As I went through the NY Thruway toll booth just across the state line, I reflected that my new EZ-Pass transponder should be waiting at home. This one is for a pickup truck and one-axle trailer so I won't have to go through the manual toll booths in NY to allow the operator to set the vehicle class.
We stopped at the Angola Service Center for the first bathroom break of the day and so I could top the tank with cheaper US gas. Although prices here are above what they are further south, they are still way below what we pay in Canada.
The exit to the Peace Bridge off I-190 in Buffalo is a mangled mess of construction, but we found our way to the border. Traffic lines were light but I still reported to the NEXUS lane. We got the usual questions. How long away, do we have alcohol, tobacco or firearms and what's in the trailer? We were on our way in less than a minute.
QEW traffic started out light, considering it was Victoria Day, but it started to get a little weird after Niagara Falls. The temperature, which was 20C at the border, had dropped to 13C by the time we reached St. Catherines. This was a big change for a short distance. As we approached Burlington, I decided I didn't want to be bothered with traffic and took the ramp to the Express Toll Road 407, opting to pay the exorbitant fees to bypass Hogtown. It was uncongested all the way to 400 north.
Once we were heading north on Highway 400, we spotted what looked like an OPP blitz on the southbound side. Three cruisers were sitting at Major Mackenzie Drive, leading me to believe there was a spotter somewhere north of them. This is not unusual for a long weekend as the mass of cottagers head back into the city.
We stopped at the King City Service Centre to get lunch to go. Sandy got three cookies while I took a late breakfast sandwich combo (cheddar sausage biscuit). Plus coffee. Always coffee.
Southbound traffic was still light up to Highway 89, where the truck odometer rolled over 90,000 miles. That means we have put almost 60,000 miles on it in a little less than three years. Not bad when you consider that we only travel during the summer months. It hasn't been a trouble free vehicle but I do like driving it.
As we approached Barrie, the southbound traffic picked up and then jammed up. It is one of the perks of living in the north that we can see these masses of stopped vehicles while cruising by the other way at highway speeds.
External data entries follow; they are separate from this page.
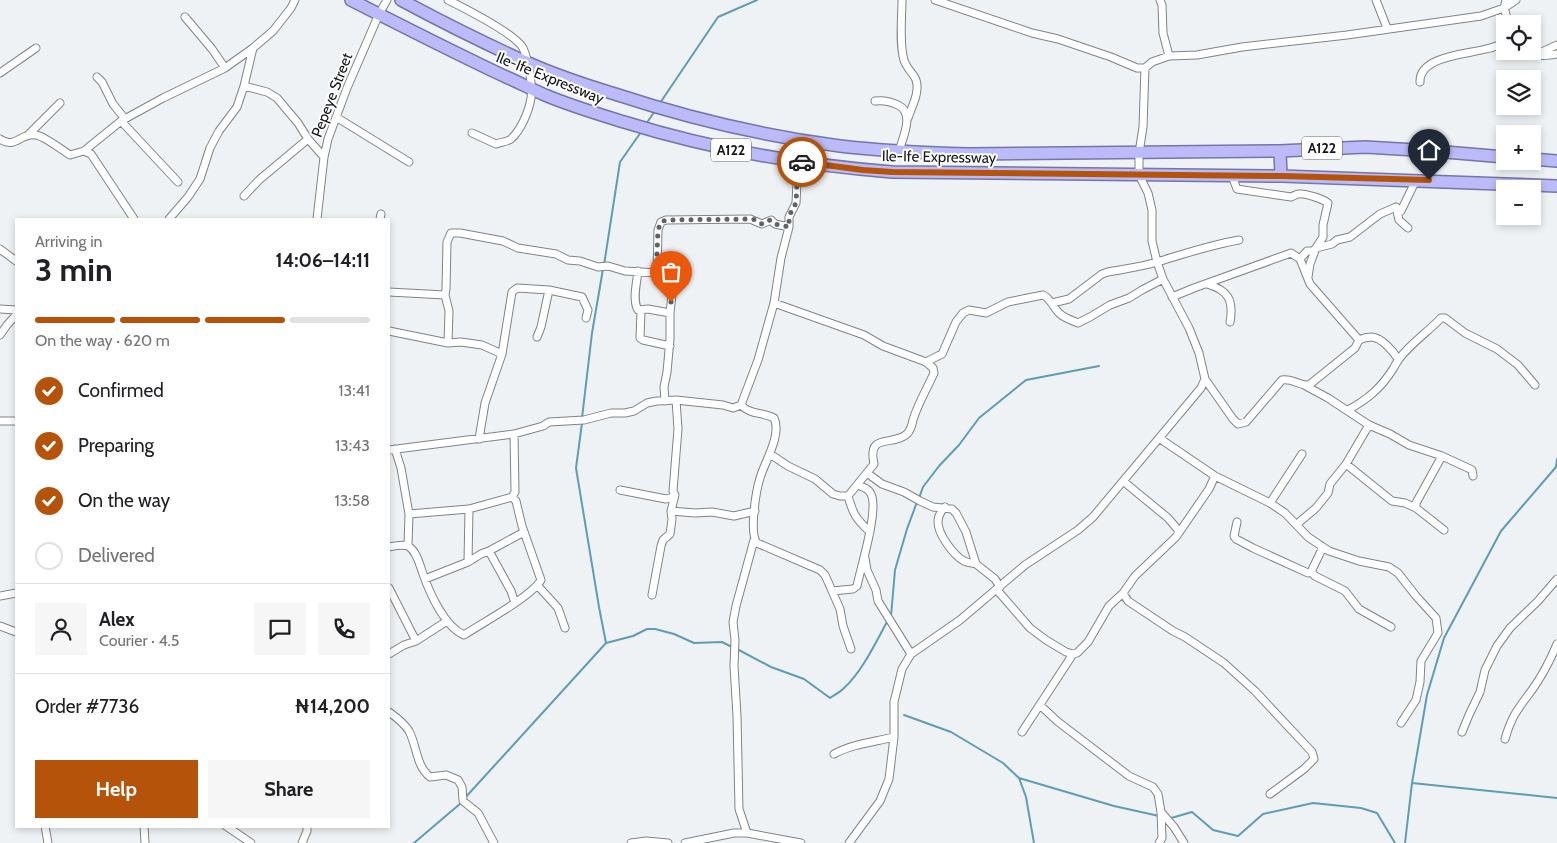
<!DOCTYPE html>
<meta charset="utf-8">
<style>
:root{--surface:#fff;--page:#f6f6f6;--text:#202124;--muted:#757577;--line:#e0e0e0;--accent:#b45309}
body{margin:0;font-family:Cabin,sans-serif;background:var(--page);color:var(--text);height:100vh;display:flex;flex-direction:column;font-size:19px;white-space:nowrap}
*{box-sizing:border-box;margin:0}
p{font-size:16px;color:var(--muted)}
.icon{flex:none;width:28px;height:28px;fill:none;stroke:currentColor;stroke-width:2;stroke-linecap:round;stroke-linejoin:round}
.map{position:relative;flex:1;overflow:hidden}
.details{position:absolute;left:15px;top:218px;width:375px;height:610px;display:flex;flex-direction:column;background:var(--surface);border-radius:0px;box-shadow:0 2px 8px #0003}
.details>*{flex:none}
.tools{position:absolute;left:1496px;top:15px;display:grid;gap:10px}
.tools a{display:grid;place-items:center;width:45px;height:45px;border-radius:0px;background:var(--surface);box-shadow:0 2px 8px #0003;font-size:25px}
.pin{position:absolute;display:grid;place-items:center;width:42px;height:42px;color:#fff;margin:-51px -21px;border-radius:50% 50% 50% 0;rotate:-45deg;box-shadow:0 0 5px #0007}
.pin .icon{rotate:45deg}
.courier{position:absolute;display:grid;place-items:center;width:50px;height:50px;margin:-25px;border:4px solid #b45309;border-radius:50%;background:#fff;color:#222;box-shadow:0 1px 6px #0007}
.overview em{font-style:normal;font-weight:700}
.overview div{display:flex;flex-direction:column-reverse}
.overview{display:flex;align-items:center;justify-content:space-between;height:85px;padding:0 20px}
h1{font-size:32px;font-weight:700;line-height:38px}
.bar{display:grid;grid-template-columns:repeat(4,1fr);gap:8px 5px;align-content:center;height:60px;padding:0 20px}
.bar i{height:6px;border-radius:4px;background:var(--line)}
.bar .selected{background:var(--accent)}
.bar p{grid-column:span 4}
.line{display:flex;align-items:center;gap:12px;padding:0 20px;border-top:1px solid var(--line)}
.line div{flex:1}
.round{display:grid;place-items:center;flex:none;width:52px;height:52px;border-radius:0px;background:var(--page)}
ol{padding:0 20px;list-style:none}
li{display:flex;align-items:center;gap:15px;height:55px}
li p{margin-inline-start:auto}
li .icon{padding:5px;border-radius:50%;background:var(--accent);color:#fff;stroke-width:4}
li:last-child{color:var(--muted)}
li i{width:28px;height:28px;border:2px solid var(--line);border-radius:50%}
.button{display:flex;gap:10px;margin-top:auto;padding:10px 20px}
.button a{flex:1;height:58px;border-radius:0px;background:var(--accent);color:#fff;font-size:20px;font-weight:700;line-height:58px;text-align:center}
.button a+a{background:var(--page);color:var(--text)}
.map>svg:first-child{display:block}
</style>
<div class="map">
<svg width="1557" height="843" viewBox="0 0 1557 843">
<rect width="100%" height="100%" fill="#eff2f4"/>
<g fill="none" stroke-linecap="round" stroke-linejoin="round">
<path stroke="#5f9cb6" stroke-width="2" d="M660 103 718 17 757 0
M646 124 655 111
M604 265 620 162 641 132
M582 418 592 333 603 269
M582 423 576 468 599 607 606 643
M919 498 923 487 939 466 959 445 979 418 1026 380 1099 366
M891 616 895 570 907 529 917 502
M737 649 771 667 804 679 830 698C834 695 839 693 843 689 862 672 876 642 888 620
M904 715 951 732 1003 763 1019 778 1114 806 1159 816
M1019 778 1026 797 1034 843
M1412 783 1557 798
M464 799 606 643 633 636 647 629H655L674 634 694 643 722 642 732 647
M1171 818 1192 812 1213 830 1238 836 1263 814 1313 803 1361 808 1377 813 1395 843
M414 843 461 803
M1405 843 1412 783 1427 695 1444 638 1501 531 1556 467 1557 459"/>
<g stroke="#818486" stroke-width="9">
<path id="minor" d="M448 0C464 8 515 34 523 48 528 59 533 86 531 98 529 111 521 130 511 139 507 142 501 142 496 144L472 133
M902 0C902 17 899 44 904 60 906 68 914 74 916 80 920 92 912 106 908 118
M935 0 1032 33 1058 39 1111 57 1137 68H1145L1152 62 1169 56 1197 55 1242 47 1347 35 1481 16 1504 8 1516 0
M1160 0 1162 5 1163 33 1169 56
M1376 0 1387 28
M1506 0 1504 8 1509 24
M185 17 212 49 225 68
M1528 51C1538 57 1546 56 1557 54
M1535 55 1557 45
M0 73 36 48
M97 77 102 82 113 104 125 119
M1420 82C1419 56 1468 54 1486 49 1492 48 1499 45 1505 43
M244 86 267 92 277 98 298 123 308 139 324 157
M875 101C883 100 890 101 898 105 915 113 903 137 899 151
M336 117 409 162
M121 121 178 182
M28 135 60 103
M0 139C15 150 21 132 36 135 44 136 62 150 70 155L84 151 91 154 134 219
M84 151 121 121 163 98 225 68 253 48
M1232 176 1237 189 1291 197C1294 196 1296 194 1299 194 1305 193 1323 199 1328 203L1323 225V237L1316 248 1310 264 1308 277
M244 196 259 180 308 139
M1396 207 1399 220 1408 228
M169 219 188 197 200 179 210 148 219 131 237 107 244 86 253 48 273 31 291 8 295 0
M317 219 324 157 328 139 347 88 379 14 387 0
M380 219 381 214
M0 249 16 261
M1300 259 1307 251H1313L1316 248 1332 244 1337 240 1350 237 1380 214 1396 207 1401 211 1416 180
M638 271C637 282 632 300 638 310L648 309 670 313
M1207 284C1228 290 1234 300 1230 322
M672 291 661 280 657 273 658 230 661 222 666 220 750 219 762 224 771 220 775 224 789 227
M389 292 445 295 446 289 447 242 451 233H460L503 241 518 248 556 254 568 260 580 261 598 267 608 266 625 271 657 273 673 276 674 277 670 313V339L667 372 664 387 665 401
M445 295 449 311 448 343
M1172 297 1194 288 1291 253 1300 259 1310 284 1359 340
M1052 303 1069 299 1102 274 1108 272C1124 269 1141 267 1157 262 1184 254 1210 245 1239 240
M0 309 16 310
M641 310 640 338 643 340 670 346
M389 331 448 343 461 342 482 345 502 354
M0 335 7 325 16 315
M537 337 541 327 549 290
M926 362 942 354 956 322 963 313 969 310 986 313 1008 302 1043 295C1051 299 1053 307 1059 313 1064 318 1071 320 1078 323L1090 317 1110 305 1129 298 1142 290 1163 279
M1205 379 1233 419 1238 424 1246 422 1282 380C1293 378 1299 386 1309 385L1355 348 1359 340C1363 338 1368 337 1372 337 1382 338 1393 351 1398 359
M1304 385 1328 398 1369 425 1390 434 1409 445 1442 456 1468 468 1472 470 1473 476
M741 405C750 415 763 412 774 418 782 435 765 461 760 478 756 491 749 533 757 543L820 570 825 575 840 609 843 626 851 649
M741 405 758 360 774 303 781 258 789 227V217L796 203 798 161
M1348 410C1368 399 1381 388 1393 369 1395 365 1397 362 1399 359 1411 343 1428 332 1441 318H1445L1465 333 1497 349 1518 365 1535 385
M0 421H16
M1159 438 1215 476 1270 503 1285 513 1308 537 1329 551 1359 561 1389 567 1398 573 1416 596 1436 618 1438 633 1421 661 1420 682 1416 700 1401 723
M479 439 485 403 502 354 512 292 517 288 549 290 582 297 588 310 586 318
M395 449 401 468 409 514 408 546
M389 450 514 434 543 426 549 422 584 420 611 413H625L634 411 647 403 657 401 676 400 723 405 733 408 741 405
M770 454 788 466 815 479 833 494 840 496H848L874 464C867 432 892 447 907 434 911 430 912 425 913 420 918 403 927 389 934 373L933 368 926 362 883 346 864 335 774 303
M1442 456 1416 503V508L1444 530
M1346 464 1392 501 1405 503 1416 508
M867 473 882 484 904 492 920 501 933 507 952 509 956 513 966 532 976 564 995 579 1000 587
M1123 481 1168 518 1179 531
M620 490 666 499 670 498 675 495
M848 496C853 514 856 519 870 532
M1270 503 1302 454
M945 507C941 511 938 516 938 522 938 534 953 555 964 561 968 563 973 563 976 564
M671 511 695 513 712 512 734 516 755 511
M409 514 469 509 512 497 515 492 514 434
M1237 522 1234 536 1236 539 1253 548 1308 573 1311 572 1315 576 1345 591 1359 609 1391 627
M1297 524 1316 508 1328 493 1330 484 1346 464 1369 425
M389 547C394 546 402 544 408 546 417 551 420 566 423 574 430 594 445 627 464 635 482 623 531 597 541 580L522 526 516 501 512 497
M489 551 524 532
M865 558 867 570 876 590 878 601 911 654
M468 562 469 509
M1311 572 1322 549 1320 545
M425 579 468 562 481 554 489 551 511 591 515 603
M538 586 558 608 565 628
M389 588 416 641
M997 590 1030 628 1046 640 1066 652 1073 654 1077 653 1088 642 1109 606 1123 593 1135 576 1176 537 1209 489 1215 476
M832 591 853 589 857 586C861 566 879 510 871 494 869 489 863 487 858 485
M1123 593 1128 601 1173 631 1185 637 1224 663 1255 691 1312 752 1314 759 1304 769 1270 794
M652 595 661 546 663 540 670 534 672 519 671 511 675 495 673 491 678 429 676 400
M0 596 16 593
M0 626 16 632
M389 654 404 645 416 641 447 621
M1040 705 1057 721 1129 776 1153 787 1158 794 1161 812 1162 838 1159 843
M389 712C396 717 404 723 409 731 417 746 416 766 430 777L446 775 458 780 462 787 463 801 478 813 494 843
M1022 732 1073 654
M1462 732 1469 715 1480 692 1485 670 1497 646 1510 628 1538 601 1557 579
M1505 739C1512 715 1518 709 1532 690 1542 676 1550 661 1557 644
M834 754C852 744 874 742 894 737
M1161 812 1174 827 1184 843
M45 826 48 843
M144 826 145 843
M226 826 251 843
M747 833 739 809 737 716 734 666 735 640 733 622 736 606 754 540
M302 843 307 831V826
M631 843 646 841 668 843
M685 843 734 833H747L801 843
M849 843 880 801 889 779 894 737V702L902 669 911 654 960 620 1025 565 1078 530 1093 517 1201 388 1205 379 1199 353 1189 328 1163 279 1157 262 1152 241V210L1148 193 1139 175V153L1143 127 1145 68"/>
</g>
<g stroke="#7576a8" stroke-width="14">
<path id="trunk" d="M351 0C402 26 453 52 504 76 518 82 531 89 545 95 571 106 598 114 624 122 711 149 802 165 892 172L1281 176 1557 186
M401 0C442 22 484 43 526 62 555 75 585 85 615 94 688 118 763 136 840 146 882 151 925 153 968 154L1280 151 1365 147 1433 151 1505 157
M1280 151 1281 176
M1532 159 1557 161"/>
</g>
<use href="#minor" stroke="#fff" stroke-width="7"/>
<use href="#trunk" stroke="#babbf8" stroke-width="11"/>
</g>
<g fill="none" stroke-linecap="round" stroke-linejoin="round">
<path stroke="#616264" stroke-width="5" stroke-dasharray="0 9" d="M671 302 672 291 661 280 656 272 658 230 661 222 666 220 750 219 757 220 762 224 770 220 775 224 789 227V216L796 203 798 161 802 162"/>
<path stroke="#b45309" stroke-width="6" d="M802 162 863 170 892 172 1282 176 1429 180"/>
</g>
<g text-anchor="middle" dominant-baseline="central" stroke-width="4" stroke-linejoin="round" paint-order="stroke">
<g fill="#fff" stroke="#5a5b5c" stroke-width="1">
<rect x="1302" y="136.5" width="40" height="23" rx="4"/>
<rect x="711" y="138.5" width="40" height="23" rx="4"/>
</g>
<g font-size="14" font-weight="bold" fill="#141516">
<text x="1322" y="148">A122</text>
<text x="731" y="150">A122</text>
</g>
<g font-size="15" fill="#141516" stroke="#fff">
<text transform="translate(550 78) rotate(22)">Ile-Ife Expressway</text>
<text transform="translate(332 95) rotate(-69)">Pepeye Street</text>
<text transform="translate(939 157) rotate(1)">Ile-Ife Expressway</text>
</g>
</g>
</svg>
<div class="tools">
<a><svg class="icon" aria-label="locate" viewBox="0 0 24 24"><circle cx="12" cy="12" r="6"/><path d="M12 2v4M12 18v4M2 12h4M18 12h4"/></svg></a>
<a><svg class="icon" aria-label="layers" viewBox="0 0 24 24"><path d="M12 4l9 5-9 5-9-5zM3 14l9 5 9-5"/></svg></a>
<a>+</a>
<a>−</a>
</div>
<div class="pin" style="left:671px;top:302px;background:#ea580c"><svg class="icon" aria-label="bag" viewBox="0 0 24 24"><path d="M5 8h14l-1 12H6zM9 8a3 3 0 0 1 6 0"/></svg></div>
<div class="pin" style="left:1429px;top:180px;background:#1f2937"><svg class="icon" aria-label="home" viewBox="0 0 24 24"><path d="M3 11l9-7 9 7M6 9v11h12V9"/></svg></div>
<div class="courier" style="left:802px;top:162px"><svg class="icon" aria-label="car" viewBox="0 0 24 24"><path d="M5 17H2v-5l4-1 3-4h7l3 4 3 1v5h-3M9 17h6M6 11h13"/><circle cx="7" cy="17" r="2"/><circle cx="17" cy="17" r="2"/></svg></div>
<section class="details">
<div class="overview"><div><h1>3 min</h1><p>Arriving in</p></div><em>14:06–14:11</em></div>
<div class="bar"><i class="selected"></i><i class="selected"></i><i class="selected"></i><i></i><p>On the way · 620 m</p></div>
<ol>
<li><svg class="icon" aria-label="check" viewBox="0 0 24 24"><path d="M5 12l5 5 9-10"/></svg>Confirmed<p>13:41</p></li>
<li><svg class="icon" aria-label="check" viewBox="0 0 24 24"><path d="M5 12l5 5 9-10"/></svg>Preparing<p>13:43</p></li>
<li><svg class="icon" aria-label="check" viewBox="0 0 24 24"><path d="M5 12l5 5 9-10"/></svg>On the way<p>13:58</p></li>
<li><i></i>Delivered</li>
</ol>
<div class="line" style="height:90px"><a class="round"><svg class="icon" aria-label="person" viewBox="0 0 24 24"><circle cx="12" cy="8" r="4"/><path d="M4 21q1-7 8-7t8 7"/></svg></a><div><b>Alex</b><p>Courier · 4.5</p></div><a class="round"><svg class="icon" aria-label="chat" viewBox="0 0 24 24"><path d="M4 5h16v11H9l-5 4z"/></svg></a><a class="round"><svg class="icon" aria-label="phone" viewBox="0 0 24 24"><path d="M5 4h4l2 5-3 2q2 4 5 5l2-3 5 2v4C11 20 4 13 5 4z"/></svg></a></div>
<div class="line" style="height:65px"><div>Order #7736</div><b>₦14,200</b></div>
<div class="button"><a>Help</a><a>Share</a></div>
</section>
</div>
We stopped at the Tim Horton's south of Parry Sound where it was crazy busy. Even north of Parry Sound, the southbound traffic was solid indicating that the citiots from the Big Smoke are traveling further afield in search of weekend adventures. Going northbound towing the trailer, I once again realized that traveling the 90 KPH speed limit on two-lane Highway 69 was staking one's life in one's hands as impatient drivers take risks to get by and maintain their twenty-over pace.
We arrived home at 3:45. I had the bike in the garage, the trailer unhooked and the truck unloaded by 4:10. We were unpacked by 4:30. It was a good trip. Now, off to see the doctor as soon as I can get in.